App Transport Security and non-HTTP protocols

"App Transport Security" seems to apply only to HTTP connections made through NSURLSession, but it's not entirely clear whether "App Transport Security" requirements also apply for custom protocols when using Secure Transport Reference.


Can I get definitive answer about that?


Also what exactly does "higher-level APIs" refer to in this sentence "In addition, your communication through higher-level APIs needs to be encrypted using TLS version 1.2 with forward secrecy." from App Transport Security section of "What's New in iOS 9.0"?


Thanks.

ATS applies to NSURLSession (and the now-legacy) NSURLConnection only.

Of course, if you're using low-level APIs to implement your own TLS-based protocol, it'd be a good idea to require the same level of security as ATS provides.
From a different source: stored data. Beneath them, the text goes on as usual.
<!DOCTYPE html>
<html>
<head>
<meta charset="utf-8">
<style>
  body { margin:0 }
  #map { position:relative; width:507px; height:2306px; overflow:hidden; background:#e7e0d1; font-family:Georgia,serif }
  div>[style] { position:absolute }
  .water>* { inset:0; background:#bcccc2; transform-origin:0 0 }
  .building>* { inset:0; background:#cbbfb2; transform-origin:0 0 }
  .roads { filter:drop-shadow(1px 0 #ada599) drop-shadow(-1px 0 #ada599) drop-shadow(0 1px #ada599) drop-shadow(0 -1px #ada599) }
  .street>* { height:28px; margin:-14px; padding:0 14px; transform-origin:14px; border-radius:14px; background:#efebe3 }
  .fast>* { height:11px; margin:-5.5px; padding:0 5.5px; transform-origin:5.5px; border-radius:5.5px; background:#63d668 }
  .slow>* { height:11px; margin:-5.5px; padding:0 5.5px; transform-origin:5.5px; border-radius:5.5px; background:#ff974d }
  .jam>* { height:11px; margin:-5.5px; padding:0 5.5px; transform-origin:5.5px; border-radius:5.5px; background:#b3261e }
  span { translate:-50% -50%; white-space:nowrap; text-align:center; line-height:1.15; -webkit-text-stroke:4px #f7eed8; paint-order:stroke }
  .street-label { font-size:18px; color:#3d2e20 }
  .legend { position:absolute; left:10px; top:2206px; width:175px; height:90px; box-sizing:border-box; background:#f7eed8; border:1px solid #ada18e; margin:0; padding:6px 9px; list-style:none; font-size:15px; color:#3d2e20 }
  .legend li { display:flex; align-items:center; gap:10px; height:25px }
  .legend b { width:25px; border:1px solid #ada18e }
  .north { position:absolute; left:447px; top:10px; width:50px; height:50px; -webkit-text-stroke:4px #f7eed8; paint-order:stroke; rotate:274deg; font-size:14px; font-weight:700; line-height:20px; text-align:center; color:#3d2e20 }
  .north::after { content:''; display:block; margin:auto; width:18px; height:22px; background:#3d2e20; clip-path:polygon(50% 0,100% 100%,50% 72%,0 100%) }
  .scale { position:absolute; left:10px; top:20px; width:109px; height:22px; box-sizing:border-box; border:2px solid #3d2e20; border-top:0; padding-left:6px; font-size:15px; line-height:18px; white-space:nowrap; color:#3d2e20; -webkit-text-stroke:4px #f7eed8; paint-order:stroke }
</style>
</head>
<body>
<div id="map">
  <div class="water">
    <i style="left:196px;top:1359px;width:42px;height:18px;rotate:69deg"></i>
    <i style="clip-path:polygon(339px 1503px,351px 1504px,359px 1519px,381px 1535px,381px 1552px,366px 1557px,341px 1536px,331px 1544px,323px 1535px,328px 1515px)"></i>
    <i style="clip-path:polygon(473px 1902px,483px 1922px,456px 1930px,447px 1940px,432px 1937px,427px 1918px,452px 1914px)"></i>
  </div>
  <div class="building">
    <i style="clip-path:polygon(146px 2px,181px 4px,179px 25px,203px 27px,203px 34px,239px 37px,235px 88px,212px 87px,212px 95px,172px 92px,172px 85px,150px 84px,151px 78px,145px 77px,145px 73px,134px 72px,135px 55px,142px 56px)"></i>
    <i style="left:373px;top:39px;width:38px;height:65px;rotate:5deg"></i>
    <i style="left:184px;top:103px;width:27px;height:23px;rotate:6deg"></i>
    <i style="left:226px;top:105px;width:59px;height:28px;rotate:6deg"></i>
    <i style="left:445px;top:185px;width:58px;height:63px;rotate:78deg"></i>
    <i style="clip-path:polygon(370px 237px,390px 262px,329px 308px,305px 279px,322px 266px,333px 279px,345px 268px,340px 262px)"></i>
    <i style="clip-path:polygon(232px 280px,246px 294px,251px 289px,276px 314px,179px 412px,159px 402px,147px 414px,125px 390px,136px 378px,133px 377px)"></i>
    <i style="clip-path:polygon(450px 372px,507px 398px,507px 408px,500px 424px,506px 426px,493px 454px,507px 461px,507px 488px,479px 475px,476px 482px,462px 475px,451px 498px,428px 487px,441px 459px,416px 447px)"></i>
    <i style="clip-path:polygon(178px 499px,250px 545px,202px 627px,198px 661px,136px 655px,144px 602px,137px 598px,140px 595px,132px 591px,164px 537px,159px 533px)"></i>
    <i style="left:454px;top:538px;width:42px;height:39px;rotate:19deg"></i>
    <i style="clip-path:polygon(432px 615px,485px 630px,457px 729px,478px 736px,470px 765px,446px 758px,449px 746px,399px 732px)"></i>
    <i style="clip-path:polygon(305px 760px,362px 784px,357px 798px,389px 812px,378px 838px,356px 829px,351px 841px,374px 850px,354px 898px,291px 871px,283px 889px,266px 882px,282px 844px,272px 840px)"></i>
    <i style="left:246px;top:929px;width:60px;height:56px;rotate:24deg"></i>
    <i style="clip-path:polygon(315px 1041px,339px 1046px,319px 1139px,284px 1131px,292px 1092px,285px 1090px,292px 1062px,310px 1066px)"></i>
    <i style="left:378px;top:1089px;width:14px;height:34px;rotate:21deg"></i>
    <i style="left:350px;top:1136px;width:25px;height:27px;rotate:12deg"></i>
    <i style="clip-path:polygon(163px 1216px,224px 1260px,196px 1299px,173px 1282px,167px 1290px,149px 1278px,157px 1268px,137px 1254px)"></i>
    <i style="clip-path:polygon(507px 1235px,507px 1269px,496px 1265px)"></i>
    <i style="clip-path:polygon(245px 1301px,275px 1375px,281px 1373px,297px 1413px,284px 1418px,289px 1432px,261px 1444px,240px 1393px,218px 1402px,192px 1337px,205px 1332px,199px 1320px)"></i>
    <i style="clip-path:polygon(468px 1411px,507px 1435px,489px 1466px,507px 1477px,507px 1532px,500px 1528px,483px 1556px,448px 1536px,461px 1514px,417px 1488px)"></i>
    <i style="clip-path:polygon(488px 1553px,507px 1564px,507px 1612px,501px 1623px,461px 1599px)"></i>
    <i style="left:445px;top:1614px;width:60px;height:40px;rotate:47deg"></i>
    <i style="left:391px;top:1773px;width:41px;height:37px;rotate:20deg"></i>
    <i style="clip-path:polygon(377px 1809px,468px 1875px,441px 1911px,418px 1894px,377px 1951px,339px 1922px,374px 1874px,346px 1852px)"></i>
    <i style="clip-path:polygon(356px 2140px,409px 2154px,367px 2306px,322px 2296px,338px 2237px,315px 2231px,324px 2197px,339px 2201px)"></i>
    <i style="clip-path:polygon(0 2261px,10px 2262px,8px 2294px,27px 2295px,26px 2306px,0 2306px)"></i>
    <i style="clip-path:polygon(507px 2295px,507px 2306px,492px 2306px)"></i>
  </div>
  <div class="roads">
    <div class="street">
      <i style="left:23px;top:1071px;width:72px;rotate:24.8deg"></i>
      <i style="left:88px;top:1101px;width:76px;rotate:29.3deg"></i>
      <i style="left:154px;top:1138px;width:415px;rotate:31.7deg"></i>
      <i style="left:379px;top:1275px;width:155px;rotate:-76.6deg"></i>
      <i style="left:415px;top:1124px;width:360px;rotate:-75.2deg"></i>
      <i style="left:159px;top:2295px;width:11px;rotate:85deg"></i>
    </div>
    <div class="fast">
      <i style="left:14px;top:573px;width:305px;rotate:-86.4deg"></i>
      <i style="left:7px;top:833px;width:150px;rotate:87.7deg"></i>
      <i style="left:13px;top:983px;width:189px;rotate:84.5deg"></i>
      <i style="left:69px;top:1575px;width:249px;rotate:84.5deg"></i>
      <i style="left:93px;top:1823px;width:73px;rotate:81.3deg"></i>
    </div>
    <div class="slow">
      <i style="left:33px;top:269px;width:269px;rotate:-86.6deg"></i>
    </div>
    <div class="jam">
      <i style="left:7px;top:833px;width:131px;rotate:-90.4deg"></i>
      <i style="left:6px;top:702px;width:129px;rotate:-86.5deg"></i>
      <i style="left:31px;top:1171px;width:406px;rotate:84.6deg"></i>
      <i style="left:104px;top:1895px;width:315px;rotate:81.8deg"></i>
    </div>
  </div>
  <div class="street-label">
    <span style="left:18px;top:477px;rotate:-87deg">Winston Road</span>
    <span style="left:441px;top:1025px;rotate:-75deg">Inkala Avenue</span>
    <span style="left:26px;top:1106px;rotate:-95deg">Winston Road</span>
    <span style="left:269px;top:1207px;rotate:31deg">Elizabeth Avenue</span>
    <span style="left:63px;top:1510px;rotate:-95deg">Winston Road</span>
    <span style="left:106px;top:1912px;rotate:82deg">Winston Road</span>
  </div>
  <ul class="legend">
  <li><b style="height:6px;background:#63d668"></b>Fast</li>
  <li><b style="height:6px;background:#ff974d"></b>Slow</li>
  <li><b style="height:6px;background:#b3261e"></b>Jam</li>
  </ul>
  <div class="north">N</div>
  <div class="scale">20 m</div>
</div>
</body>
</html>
There is not currently a way to do that—you can reimplement ATS's algorithm, but there's no API that says 'do what ATS would do'—but that'd make a fine enhancement request.
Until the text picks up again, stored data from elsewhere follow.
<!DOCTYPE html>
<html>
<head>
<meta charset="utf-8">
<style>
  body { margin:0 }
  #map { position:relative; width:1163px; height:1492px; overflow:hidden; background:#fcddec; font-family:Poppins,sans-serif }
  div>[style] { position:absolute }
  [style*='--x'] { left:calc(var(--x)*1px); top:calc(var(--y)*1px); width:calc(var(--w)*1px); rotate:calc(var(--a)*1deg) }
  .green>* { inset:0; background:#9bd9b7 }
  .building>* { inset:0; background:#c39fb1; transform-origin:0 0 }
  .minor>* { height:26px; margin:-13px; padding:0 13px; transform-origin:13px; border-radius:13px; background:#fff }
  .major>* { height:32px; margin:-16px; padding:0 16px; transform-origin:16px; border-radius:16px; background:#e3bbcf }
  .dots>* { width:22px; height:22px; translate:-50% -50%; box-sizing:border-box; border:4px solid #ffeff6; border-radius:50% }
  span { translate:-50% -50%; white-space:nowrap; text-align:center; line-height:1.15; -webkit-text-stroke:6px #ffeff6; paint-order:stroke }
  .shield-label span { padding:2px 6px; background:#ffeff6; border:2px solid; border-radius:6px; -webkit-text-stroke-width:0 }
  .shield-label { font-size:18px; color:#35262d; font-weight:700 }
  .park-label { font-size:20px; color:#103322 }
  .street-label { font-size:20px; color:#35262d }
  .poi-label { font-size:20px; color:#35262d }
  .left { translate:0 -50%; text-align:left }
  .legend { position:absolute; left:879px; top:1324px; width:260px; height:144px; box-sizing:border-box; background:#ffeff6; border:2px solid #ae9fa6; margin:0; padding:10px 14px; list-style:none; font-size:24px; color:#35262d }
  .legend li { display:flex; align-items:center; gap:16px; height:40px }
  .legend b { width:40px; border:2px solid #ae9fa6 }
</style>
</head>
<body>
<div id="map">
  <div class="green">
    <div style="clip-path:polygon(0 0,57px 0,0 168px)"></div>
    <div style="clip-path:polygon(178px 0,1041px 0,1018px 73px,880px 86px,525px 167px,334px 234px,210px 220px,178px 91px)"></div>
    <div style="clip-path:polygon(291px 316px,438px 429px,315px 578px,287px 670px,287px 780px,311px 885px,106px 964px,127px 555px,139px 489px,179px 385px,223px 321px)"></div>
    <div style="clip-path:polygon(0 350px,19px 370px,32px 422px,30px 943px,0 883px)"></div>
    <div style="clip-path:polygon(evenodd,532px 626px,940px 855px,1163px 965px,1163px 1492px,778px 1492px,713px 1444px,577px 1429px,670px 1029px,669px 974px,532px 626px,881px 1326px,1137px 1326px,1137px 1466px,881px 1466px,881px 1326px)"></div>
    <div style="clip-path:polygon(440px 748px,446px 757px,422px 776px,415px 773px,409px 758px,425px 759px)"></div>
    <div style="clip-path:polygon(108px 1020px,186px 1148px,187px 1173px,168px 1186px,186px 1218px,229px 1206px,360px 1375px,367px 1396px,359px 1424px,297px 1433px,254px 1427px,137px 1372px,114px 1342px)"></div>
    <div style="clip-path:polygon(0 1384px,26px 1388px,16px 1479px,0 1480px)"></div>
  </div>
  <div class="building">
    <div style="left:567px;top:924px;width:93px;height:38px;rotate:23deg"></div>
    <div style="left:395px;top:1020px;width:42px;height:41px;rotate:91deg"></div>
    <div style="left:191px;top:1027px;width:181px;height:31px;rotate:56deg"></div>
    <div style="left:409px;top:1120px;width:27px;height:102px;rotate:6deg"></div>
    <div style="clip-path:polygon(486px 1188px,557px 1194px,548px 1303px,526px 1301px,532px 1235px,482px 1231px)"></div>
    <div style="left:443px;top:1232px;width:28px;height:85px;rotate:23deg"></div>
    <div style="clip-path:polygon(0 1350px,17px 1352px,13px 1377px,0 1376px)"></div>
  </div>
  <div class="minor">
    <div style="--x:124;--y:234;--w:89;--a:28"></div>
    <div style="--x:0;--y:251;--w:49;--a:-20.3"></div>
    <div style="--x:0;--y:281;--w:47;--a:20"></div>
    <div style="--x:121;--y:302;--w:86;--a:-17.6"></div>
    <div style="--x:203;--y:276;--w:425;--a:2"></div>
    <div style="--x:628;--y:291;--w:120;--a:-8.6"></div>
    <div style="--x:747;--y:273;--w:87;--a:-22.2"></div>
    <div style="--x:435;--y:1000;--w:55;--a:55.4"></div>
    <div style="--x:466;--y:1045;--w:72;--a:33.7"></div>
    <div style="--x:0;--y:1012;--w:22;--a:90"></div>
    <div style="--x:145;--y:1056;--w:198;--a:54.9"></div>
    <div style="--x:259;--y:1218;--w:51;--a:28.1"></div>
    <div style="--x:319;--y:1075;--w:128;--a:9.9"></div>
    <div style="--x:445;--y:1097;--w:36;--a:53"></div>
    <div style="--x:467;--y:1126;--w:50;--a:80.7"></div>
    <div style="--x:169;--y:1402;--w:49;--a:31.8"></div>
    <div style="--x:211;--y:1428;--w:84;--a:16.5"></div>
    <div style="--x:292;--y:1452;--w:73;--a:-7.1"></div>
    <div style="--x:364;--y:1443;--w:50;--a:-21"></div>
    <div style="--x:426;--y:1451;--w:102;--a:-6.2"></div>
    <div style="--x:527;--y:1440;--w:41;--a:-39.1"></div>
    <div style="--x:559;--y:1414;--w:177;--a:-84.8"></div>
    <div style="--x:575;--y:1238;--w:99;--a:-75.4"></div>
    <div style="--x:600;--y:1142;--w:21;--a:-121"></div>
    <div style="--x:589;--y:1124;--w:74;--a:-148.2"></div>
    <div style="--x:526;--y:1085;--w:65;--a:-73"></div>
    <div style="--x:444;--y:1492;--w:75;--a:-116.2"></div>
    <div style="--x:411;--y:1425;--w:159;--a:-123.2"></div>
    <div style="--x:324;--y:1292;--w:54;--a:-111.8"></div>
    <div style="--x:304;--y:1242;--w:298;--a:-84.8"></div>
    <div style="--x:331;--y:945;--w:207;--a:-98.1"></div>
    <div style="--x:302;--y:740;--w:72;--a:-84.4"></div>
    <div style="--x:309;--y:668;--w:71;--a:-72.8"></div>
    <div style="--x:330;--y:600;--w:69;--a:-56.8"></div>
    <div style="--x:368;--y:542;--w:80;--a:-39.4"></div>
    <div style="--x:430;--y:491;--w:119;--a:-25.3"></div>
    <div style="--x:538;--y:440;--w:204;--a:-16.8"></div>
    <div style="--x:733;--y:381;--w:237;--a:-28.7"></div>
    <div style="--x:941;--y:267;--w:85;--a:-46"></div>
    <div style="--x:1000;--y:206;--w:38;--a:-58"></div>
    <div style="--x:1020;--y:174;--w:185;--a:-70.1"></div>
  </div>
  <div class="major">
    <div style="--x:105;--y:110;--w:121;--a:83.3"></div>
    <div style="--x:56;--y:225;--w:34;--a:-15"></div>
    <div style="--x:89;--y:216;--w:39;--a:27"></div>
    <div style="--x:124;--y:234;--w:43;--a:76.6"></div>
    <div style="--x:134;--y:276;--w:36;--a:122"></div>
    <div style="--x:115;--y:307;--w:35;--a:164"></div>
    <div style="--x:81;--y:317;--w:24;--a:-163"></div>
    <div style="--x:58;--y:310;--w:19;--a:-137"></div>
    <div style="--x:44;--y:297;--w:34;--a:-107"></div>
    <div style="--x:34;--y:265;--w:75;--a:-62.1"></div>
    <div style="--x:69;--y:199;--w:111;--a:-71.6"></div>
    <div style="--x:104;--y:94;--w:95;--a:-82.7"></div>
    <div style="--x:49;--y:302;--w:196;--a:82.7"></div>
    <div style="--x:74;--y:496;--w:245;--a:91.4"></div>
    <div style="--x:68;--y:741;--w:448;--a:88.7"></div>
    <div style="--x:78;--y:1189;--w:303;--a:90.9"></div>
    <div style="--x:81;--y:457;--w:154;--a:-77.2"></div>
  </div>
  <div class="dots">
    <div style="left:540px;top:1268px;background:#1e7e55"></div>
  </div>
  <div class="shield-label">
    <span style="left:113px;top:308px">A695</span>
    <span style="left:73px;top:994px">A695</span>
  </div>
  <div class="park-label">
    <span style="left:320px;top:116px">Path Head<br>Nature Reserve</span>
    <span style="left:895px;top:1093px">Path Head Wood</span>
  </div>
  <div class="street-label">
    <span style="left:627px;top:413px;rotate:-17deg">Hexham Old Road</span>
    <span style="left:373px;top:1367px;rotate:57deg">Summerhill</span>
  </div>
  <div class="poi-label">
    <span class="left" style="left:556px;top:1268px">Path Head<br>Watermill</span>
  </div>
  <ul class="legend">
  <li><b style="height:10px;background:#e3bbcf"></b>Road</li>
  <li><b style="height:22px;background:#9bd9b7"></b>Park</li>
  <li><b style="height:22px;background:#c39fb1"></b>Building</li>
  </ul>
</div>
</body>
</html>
If you do file a bug, please post your bug number, just for the record.

Share and Enjoy

Quinn "The Eskimo!"
Apple Developer Relations, Developer Technical Support, Core OS/Hardware

let myEmail = "eskimo" + "1" + "@apple.com"

eskimo,


I'm sorry for piggy backing on this question as this the first time in 3 years that I've used the forum.
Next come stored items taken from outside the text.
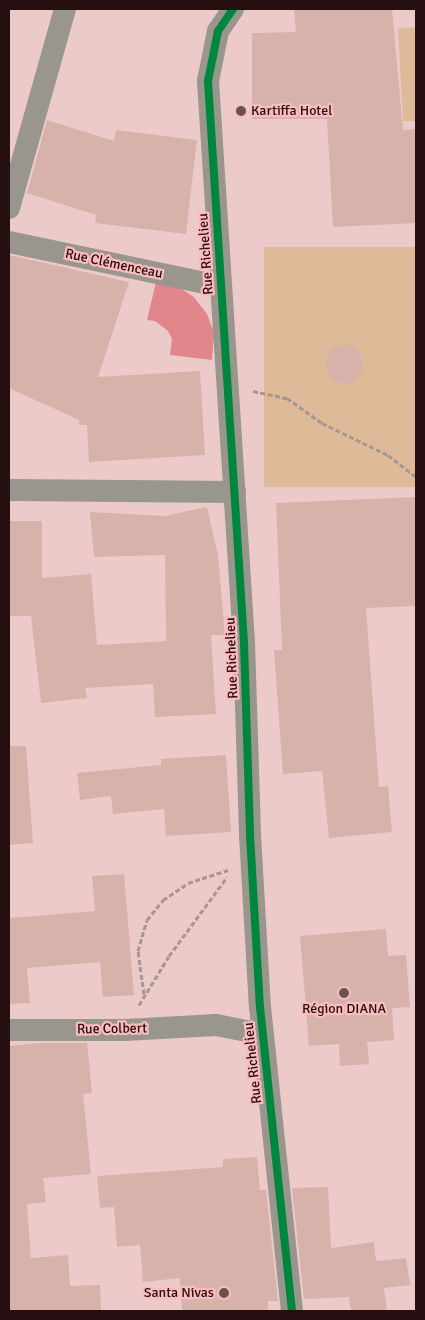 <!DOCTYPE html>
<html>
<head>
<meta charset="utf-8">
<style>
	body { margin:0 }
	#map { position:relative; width:425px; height:1320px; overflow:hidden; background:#edcaca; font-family:Signika,sans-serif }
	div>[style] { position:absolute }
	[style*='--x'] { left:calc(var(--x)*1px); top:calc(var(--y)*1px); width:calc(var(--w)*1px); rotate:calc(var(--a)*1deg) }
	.green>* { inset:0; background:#deba99; transform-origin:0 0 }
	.water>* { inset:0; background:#e1878c }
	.building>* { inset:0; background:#d7b2ab }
	.path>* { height:3px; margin-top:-1.5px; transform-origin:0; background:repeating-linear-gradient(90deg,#a69793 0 5px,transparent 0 7.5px) }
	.minor>* { height:22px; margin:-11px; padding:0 11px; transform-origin:11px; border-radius:11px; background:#99968d }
	.cycleway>* { height:8px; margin:-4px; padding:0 4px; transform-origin:4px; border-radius:4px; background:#00873e }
	.dots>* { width:14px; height:14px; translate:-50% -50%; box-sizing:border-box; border:2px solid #fcbbbc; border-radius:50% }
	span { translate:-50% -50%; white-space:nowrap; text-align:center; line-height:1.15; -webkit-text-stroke:4.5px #fcbbbc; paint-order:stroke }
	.poi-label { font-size:14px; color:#250f10 }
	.left { translate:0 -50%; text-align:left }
	.right { translate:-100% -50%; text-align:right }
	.street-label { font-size:14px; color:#250f10 }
	.frame { position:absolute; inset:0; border:10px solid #250f10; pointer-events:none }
</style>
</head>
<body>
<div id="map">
	<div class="green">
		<div style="clip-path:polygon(416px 27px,416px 121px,403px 121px,398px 29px)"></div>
		<div style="left:416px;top:247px;width:240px;height:152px;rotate:90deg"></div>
	</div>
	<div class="water">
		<div style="clip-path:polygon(156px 282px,177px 286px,194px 297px,207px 314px,214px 333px,212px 360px,170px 355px,172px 339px,168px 331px,155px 321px,147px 320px)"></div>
	</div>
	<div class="building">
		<div style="clip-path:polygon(294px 9px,392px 9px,403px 130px,416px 129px,416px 223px,333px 227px,327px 119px,252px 119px,252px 33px,296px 32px)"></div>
		<div style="clip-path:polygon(47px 120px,114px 141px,116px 130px,197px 140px,186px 234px,95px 223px,96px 215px,27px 193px)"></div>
		<div style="clip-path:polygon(9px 255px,129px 282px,98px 377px,200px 371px,205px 455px,89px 462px,87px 425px,79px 425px,79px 420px,9px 388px)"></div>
		<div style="clip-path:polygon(347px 344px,360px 352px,363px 371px,349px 384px,334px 382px,325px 367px,330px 349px)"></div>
		<div style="clip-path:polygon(416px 497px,416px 606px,366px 608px,379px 787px,388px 786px,392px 832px,329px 838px,322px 771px,283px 774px,274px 650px,282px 650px,276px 503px)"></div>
		<div style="clip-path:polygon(207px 507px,218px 555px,225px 635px,211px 635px,216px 714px,155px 717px,153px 684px,85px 688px,87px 698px,41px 703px,31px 616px,9px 616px,9px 521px,42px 521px,42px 578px,91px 574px,97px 645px,166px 641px,165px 555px,94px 557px,90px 512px,164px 516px)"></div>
		<div style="clip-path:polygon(9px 746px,26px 746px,33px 843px,9px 845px)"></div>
		<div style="clip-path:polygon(226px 755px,231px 832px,166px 836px,164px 809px,113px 814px,111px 796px,80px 800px,77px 773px,161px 765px,161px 759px)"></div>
		<div style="clip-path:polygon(124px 874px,134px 995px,103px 997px,100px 962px,27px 968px,30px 1003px,9px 1004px,9px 918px,95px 911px,92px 876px)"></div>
		<div style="clip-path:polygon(386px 929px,388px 956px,406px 955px,410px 1007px,392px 1008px,394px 1040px,367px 1042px,369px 1064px,340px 1066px,339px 1044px,309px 1046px,300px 936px)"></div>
		<div style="clip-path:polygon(39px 1043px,87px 1043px,92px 1093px,83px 1094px,91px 1174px,43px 1178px,46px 1202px,27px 1204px,31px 1258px,68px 1255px,70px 1286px,100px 1285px,101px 1311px,9px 1311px,9px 1046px)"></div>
		<div style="clip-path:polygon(257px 1157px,260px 1190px,266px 1190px,278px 1301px,268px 1301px,268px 1311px,182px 1311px,180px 1278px,143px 1282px,140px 1245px,117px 1247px,114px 1207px,100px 1208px,97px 1176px,223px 1167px,223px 1159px)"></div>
		<div style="clip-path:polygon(328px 1187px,331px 1248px,374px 1242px,376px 1261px,406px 1258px,410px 1285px,384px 1288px,387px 1311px,351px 1311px,349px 1297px,304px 1299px,292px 1188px)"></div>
	</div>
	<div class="path">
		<div style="--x:253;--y:391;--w:35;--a:12"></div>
		<div style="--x:287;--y:398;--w:43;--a:35.5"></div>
		<div style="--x:322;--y:423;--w:73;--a:25.9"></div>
		<div style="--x:388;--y:455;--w:36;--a:38"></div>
		<div style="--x:144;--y:994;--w:43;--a:-97.9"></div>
		<div style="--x:138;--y:951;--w:32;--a:-74"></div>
		<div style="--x:147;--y:920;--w:26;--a:-51"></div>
		<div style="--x:163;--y:900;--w:30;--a:-34"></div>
		<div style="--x:188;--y:883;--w:42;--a:-18"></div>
		<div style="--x:139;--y:1005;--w:57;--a:-58.5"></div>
		<div style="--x:169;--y:956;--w:98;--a:-53.7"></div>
	</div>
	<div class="minor">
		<div style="--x:233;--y:9;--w:27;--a:124"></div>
		<div style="--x:218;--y:31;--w:51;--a:101.3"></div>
		<div style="--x:208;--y:81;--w:562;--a:86.33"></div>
		<div style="--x:244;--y:642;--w:193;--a:88.2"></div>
		<div style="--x:250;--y:835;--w:172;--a:86.7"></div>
		<div style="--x:260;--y:1007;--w:306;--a:84"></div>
		<div style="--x:9;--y:208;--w:207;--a:-74.3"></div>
		<div style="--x:9;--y:242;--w:216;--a:11.8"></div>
		<div style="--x:9;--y:490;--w:226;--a:0.5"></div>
		<div style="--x:9;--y:1030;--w:116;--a:0"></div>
		<div style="--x:125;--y:1030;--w:91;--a:-3.1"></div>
		<div style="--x:216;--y:1025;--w:47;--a:11.1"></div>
	</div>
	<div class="cycleway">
		<div style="--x:233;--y:9;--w:27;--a:124"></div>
		<div style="--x:218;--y:31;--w:51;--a:101.3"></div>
		<div style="--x:208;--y:81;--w:562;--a:86.33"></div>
		<div style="--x:244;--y:642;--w:193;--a:88.2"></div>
		<div style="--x:250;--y:835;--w:172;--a:86.7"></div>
		<div style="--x:260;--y:1007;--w:306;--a:84"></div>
	</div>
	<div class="dots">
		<div style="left:241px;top:111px;background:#6b5051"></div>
		<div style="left:344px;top:993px;background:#6b5051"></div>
		<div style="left:224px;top:1293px;background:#6b5051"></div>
	</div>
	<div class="poi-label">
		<span class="left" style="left:251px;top:111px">Kartiffa Hotel</span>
		<span style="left:344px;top:1009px">Région DIANA</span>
		<span class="right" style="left:214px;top:1293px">Santa Nivas</span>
	</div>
	<div class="street-label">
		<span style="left:206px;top:254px;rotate:-94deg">Rue Richelieu</span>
		<span style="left:114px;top:264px;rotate:12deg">Rue Clémenceau</span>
		<span style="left:232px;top:658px;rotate:-92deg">Rue Richelieu</span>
		<span style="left:112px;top:1029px;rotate:-1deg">Rue Colbert</span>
		<span style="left:253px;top:1063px;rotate:-96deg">Rue Richelieu</span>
	</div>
	<div class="frame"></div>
</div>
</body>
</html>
I've been working on an app that connects to a secure https site with a valid ssl certificate to obtain a ticket id, a short lived twofish key and an ip address to one of many other "plain http worker" servers. My app creates an encrypted message after the header which the "worker" sites can process. The data is binary encoded as a part of the message. The keys are very short lived. The ssl server shares the "plain text" ticket id and the "twofish key" with the other server through a ssl tunnel.


Would this qualify as a valid exception?